In Stage 1, we partitioned the optimizer states, which provides the largest memory savings. However, a notable memory redundancy remains: during the backward pass, every GPU must store the full gradient tensor until the final reduction step. For very large models, this gradient tensor can itself become a memory bottleneck.

The core idea of Stage 2 is to eliminate this gradient redundancy by overlapping communication and computation. Instead of waiting for the entire backward pass to finish, Stage 2 begins reducing gradients as soon as they are calculated for a specific layer and then immediately discards them. This approach lowers the peak memory usage and can improve performance by hiding the network latency of communication behind the computation of the next layer.

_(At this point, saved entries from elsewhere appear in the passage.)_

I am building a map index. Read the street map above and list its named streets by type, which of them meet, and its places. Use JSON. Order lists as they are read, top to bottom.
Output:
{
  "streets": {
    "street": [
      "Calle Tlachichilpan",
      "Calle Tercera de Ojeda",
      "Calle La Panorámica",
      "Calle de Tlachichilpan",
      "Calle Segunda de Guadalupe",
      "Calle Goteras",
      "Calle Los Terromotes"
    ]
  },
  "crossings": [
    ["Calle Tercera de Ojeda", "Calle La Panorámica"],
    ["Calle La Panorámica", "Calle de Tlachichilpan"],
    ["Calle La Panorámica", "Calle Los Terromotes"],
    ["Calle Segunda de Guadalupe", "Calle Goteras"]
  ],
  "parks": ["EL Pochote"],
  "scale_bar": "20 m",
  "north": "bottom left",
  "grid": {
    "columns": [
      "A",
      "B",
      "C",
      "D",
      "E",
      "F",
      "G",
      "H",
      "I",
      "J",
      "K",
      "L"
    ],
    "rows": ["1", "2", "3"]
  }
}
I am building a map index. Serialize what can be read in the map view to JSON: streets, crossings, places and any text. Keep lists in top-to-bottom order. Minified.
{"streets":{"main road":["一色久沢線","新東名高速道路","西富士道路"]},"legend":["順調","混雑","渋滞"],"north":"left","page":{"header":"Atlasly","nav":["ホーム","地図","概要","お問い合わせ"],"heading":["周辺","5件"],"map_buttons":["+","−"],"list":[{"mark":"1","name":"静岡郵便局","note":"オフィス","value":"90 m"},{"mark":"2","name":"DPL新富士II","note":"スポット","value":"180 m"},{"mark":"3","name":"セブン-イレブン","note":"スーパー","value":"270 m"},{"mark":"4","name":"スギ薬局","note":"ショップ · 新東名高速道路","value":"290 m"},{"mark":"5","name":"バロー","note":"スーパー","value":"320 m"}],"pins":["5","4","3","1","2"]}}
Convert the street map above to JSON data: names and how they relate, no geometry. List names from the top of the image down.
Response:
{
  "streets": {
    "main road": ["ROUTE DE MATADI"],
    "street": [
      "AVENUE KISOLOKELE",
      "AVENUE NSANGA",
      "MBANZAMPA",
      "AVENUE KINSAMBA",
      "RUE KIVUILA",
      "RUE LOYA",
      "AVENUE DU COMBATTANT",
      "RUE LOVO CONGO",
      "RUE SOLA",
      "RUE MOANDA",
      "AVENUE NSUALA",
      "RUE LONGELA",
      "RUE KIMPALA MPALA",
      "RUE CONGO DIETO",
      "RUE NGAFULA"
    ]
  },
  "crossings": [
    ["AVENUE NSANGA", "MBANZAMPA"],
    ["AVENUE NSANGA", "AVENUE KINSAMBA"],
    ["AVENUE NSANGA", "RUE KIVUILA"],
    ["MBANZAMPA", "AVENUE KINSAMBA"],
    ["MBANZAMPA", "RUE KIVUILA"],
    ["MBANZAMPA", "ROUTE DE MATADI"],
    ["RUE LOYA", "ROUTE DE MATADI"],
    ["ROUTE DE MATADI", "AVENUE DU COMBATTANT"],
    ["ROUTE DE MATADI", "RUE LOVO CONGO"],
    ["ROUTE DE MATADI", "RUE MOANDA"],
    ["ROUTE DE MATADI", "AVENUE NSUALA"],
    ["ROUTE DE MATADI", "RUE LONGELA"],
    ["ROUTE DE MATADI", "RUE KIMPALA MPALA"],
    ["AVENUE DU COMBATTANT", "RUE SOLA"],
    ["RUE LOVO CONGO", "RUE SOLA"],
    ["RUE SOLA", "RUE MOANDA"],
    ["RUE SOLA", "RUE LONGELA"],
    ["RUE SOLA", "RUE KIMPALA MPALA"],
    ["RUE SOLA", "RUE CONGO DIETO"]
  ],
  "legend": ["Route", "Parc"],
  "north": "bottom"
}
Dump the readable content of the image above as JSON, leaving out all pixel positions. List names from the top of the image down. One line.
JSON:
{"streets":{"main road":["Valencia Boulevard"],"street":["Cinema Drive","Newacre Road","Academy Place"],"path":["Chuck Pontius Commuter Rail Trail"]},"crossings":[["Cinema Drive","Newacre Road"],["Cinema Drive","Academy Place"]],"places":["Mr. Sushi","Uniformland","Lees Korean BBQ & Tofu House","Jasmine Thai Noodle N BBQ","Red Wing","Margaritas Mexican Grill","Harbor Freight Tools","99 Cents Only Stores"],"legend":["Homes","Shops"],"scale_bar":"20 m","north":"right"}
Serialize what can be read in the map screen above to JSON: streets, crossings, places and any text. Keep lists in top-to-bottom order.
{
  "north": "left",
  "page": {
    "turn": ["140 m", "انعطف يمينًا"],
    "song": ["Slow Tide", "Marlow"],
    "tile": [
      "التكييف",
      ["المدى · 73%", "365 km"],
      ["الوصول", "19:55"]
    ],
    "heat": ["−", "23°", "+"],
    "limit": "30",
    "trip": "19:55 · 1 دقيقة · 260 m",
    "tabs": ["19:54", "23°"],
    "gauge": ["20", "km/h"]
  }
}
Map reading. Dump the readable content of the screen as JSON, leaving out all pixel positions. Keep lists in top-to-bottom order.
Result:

Stage 2 consists of the following steps:

Step 1: Incremental backward pass and overlapped gradient reduction. With activation checkpointing, during the forward pass, intermediate activations are not stored. During the backward pass, they are recomputed layer-by-layer just before the gradients for that layer are calculated.
Step 2: Update partitioned parameters
Step 3: All-gather the parameters

Step 1: Incremental Backward Pass & Overlapped Gradient Reduction

This is the key innovation of Stage 2. The backward pass and gradient communication are interleaved. As we backpropagate through the model, layer by layer, we perform the following steps:

1a. Recompute Activations (due to checkpointing): Before calculating the gradients for a specific layer, the necessary input activations for that layer (which were discarded during the forward pass) must be recomputed.
1b. Incremental Reduction: Immediately after a layer's gradients are computed, a reduce operation is triggered for them. In practice, this is often a reduce-scatter that sums the gradients and sends the correct partition to the GPU that owns that parameter slice.
1c. Immediate Memory Deallocation: Once a layer's gradients have been sent to the appropriate worker, they are no longer needed on the local GPU and that memory is freed. This ensures the GPU never needs to hold the gradients for the entire model at once.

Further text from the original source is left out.